At the same time, the insurers are increasing co-pays, reducing benefits and offering "bare-bones" plans to keep costs down. So as the price continues to rise, the quality of many of the plans is sinking.
Mandating that all Americans buy insurance from for-profit companies won't reduce the cost of our health care system. We need greater oversight of the private insurance industry, physician payment reform or a new approach entirely, such as a national single-payer insurance plan.
The mandate will, however, deliver another 47 million customers to the open arms of the private insurance industry. It's no wonder that industry spokespeople are encouraging Congress to pass this legislation quickly.
JULIA NAGLE
Bloomfield
I grew up in Pittsburgh and lived here most of my life, and I find the area to be absolutely brutal for jobs.

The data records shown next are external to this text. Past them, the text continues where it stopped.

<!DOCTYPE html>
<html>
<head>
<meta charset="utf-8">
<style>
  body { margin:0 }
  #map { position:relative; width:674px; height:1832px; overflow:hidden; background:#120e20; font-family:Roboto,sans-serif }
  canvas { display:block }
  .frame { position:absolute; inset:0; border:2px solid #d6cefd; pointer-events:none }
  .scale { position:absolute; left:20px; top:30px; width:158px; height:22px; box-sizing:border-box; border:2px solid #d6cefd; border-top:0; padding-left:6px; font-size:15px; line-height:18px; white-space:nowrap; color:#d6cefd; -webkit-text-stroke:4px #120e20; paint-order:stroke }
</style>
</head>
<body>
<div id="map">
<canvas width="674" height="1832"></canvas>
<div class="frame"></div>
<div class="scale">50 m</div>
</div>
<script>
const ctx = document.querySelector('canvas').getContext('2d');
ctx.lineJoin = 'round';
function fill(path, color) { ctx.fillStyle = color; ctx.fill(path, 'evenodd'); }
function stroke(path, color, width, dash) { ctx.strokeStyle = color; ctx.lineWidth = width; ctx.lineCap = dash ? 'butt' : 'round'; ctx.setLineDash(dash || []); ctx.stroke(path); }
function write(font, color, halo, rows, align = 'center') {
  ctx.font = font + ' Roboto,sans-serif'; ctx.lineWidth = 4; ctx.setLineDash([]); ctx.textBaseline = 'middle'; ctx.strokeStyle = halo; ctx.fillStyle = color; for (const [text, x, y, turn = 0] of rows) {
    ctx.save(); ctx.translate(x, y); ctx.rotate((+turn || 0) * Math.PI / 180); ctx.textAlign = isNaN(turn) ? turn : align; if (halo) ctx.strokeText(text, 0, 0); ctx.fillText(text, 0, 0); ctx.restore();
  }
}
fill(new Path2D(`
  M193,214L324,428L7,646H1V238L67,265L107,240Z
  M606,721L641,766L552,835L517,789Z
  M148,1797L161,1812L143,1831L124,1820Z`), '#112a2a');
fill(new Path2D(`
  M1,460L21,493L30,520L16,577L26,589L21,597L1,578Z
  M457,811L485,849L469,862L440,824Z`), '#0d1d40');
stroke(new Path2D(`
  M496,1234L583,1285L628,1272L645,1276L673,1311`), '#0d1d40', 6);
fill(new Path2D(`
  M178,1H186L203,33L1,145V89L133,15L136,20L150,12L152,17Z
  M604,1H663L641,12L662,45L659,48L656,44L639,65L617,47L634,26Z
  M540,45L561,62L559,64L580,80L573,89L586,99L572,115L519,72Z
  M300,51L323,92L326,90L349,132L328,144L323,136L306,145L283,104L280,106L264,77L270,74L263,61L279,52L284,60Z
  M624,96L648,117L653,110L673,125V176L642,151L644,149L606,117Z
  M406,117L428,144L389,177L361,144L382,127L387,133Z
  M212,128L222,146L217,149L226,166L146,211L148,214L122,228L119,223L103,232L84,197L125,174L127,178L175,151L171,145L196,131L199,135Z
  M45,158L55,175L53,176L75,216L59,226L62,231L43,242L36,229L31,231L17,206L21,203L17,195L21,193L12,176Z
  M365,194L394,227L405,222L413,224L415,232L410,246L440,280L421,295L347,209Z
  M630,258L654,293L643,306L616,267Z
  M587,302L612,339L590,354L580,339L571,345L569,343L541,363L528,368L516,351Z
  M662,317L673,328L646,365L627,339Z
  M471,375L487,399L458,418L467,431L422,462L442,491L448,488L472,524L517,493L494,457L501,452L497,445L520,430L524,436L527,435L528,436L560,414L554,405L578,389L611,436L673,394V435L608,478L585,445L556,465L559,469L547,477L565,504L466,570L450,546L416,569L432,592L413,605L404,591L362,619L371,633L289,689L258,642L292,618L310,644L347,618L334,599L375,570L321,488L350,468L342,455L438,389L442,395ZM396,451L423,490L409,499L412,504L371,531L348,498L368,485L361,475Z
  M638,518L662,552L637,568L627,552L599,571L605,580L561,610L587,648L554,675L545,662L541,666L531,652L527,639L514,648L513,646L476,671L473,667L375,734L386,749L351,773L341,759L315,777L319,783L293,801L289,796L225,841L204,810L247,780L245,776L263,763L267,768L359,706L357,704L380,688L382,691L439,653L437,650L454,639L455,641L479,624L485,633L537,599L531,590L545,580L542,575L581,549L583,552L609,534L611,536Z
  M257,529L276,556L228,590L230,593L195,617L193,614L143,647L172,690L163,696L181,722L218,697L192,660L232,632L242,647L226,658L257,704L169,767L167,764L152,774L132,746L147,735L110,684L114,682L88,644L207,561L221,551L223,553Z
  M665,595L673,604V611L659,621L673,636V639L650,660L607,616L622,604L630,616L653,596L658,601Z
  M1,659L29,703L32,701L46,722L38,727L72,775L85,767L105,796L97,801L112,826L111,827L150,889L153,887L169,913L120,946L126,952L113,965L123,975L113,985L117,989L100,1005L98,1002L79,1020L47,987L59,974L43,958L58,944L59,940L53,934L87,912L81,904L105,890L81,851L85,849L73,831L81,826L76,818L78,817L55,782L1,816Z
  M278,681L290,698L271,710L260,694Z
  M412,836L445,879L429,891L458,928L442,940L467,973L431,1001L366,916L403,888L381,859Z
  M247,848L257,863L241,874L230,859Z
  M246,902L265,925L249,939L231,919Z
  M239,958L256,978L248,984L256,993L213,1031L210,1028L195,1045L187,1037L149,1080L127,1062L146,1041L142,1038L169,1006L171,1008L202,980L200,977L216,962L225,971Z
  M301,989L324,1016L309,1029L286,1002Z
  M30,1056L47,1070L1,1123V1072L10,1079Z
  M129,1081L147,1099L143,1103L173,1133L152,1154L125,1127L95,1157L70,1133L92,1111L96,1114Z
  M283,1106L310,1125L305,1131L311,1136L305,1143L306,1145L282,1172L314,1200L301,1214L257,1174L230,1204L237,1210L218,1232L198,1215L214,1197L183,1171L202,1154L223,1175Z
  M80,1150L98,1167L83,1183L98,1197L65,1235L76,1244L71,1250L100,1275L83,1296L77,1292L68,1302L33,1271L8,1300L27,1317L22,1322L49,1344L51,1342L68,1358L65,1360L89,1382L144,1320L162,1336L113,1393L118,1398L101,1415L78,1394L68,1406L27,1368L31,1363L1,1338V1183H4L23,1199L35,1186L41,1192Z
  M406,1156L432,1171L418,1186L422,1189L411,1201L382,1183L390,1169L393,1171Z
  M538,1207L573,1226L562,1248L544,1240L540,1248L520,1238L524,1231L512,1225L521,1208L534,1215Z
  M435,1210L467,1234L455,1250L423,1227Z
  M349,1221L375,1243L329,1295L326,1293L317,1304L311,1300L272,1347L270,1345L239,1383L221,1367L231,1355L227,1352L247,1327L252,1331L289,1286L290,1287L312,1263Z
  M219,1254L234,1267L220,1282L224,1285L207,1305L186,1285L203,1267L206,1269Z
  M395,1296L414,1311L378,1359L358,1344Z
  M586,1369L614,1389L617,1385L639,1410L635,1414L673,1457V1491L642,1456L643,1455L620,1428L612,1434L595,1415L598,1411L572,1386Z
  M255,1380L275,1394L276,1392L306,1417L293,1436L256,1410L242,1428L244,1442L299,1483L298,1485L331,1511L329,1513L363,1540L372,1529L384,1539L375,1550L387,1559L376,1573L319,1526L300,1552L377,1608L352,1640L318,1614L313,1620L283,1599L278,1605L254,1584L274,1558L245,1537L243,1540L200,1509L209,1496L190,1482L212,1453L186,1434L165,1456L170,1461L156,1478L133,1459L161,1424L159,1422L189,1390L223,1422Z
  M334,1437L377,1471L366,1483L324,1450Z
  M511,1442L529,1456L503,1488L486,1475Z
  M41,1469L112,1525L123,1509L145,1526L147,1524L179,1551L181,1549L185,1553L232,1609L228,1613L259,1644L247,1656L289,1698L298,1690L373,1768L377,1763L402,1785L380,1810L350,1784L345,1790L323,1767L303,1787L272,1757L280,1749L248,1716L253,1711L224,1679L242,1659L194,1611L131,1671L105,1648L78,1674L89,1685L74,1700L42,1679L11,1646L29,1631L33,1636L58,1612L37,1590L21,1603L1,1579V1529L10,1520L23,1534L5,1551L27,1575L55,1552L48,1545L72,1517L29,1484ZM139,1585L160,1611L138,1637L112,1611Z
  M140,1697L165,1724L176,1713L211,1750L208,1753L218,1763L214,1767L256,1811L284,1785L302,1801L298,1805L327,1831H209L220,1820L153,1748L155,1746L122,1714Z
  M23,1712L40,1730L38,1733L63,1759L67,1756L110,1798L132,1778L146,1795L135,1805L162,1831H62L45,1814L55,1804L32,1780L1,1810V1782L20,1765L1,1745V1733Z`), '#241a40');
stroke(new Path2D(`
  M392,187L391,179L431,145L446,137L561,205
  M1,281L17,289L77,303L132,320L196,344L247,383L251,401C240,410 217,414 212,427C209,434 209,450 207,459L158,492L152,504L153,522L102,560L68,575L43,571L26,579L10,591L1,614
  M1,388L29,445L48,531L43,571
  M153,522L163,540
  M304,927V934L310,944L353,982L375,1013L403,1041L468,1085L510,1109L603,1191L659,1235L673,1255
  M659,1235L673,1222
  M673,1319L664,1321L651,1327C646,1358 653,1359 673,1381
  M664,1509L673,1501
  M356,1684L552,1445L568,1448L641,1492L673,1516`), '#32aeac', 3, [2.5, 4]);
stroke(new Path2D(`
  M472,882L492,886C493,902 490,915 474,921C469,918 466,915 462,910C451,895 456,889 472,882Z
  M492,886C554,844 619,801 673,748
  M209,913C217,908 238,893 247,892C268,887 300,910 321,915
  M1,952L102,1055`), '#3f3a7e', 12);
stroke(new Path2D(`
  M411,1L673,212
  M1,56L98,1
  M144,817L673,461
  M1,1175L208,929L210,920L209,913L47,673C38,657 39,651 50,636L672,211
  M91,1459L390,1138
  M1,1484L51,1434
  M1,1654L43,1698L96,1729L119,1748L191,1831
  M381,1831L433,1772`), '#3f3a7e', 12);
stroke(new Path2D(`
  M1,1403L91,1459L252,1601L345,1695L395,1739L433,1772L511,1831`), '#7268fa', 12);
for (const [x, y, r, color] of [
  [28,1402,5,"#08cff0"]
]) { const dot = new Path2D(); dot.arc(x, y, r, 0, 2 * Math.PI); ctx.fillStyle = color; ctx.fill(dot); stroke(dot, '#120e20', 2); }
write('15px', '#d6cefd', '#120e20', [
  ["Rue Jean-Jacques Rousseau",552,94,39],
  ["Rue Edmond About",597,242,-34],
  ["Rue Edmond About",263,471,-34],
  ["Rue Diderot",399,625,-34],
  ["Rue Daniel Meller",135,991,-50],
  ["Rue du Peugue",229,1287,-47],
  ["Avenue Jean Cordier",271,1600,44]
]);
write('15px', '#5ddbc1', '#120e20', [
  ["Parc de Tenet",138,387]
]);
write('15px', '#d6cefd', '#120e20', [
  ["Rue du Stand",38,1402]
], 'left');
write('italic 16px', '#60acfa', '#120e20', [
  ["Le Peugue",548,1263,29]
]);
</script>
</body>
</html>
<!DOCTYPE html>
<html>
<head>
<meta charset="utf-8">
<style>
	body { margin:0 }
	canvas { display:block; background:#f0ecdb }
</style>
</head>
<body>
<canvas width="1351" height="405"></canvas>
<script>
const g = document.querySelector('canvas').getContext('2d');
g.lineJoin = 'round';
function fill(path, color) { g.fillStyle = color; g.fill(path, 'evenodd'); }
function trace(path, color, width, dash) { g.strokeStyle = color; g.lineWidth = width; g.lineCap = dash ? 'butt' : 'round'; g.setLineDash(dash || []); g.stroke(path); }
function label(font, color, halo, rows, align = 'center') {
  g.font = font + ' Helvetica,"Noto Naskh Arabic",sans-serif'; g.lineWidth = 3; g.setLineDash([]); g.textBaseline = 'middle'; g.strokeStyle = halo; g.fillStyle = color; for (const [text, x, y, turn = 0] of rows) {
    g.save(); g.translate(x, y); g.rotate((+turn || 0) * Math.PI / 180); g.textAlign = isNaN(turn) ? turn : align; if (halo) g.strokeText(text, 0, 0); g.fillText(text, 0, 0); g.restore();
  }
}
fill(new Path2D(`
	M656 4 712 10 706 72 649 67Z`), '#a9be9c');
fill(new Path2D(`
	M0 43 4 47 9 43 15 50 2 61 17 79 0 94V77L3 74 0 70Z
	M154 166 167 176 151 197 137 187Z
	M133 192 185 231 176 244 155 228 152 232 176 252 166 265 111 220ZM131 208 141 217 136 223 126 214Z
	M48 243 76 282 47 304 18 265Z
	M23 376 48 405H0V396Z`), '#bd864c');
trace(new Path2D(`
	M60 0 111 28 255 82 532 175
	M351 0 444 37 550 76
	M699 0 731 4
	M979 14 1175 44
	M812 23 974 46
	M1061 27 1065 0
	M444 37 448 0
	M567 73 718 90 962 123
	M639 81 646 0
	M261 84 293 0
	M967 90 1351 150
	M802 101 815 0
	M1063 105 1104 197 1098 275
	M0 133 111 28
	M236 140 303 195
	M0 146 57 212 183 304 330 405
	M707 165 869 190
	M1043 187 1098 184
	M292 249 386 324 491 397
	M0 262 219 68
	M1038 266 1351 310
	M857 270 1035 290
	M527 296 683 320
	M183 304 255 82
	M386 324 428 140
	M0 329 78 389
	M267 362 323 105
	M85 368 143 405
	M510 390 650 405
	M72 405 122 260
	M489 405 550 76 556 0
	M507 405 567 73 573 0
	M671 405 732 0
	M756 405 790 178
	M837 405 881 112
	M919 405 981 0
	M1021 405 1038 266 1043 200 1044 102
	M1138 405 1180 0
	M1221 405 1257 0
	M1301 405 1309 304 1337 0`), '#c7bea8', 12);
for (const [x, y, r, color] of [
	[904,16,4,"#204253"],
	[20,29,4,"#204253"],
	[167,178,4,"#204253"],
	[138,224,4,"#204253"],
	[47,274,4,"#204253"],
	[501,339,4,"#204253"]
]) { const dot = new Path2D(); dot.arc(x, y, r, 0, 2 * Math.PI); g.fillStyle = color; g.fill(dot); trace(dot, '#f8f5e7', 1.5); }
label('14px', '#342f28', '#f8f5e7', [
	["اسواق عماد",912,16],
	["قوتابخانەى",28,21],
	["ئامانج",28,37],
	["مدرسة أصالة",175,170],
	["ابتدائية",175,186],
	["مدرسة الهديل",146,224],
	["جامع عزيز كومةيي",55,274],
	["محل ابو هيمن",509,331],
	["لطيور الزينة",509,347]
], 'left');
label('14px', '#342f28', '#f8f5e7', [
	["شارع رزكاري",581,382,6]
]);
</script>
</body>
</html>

I moved to Columbus, Ohio, for an opportunity that I could not get in my hometown. I sold advertising for a year until my grandmother became critically ill and I had to move back home to Pittsburgh. My boss said because my sales and performance were so outstanding I would not have difficulty finding another job in Pittsburgh. But I found myself unemployed from January 2005 until July 2006. Once more, I had to move out of state (this time to Cincinnati) to land a decent job in sales.
Unfortunately the only jobs available in the Pittsburgh area seemed to be low-paying jobs: customer service, retail, restaurants and call centers.
I find the region to be extremely harsh toward working women. I have found firsthand that the wage gap between males and females in the city is extreme. People still have the mentality here that a man needs to support his family, but a woman should be willing to take anything.
I realize that Pittsburgh is not as bad as Detroit, Florida and other parts of the country. But I understand all too well that in this city you have to know people to get good jobs because what you know does not seem to be as important as who you know.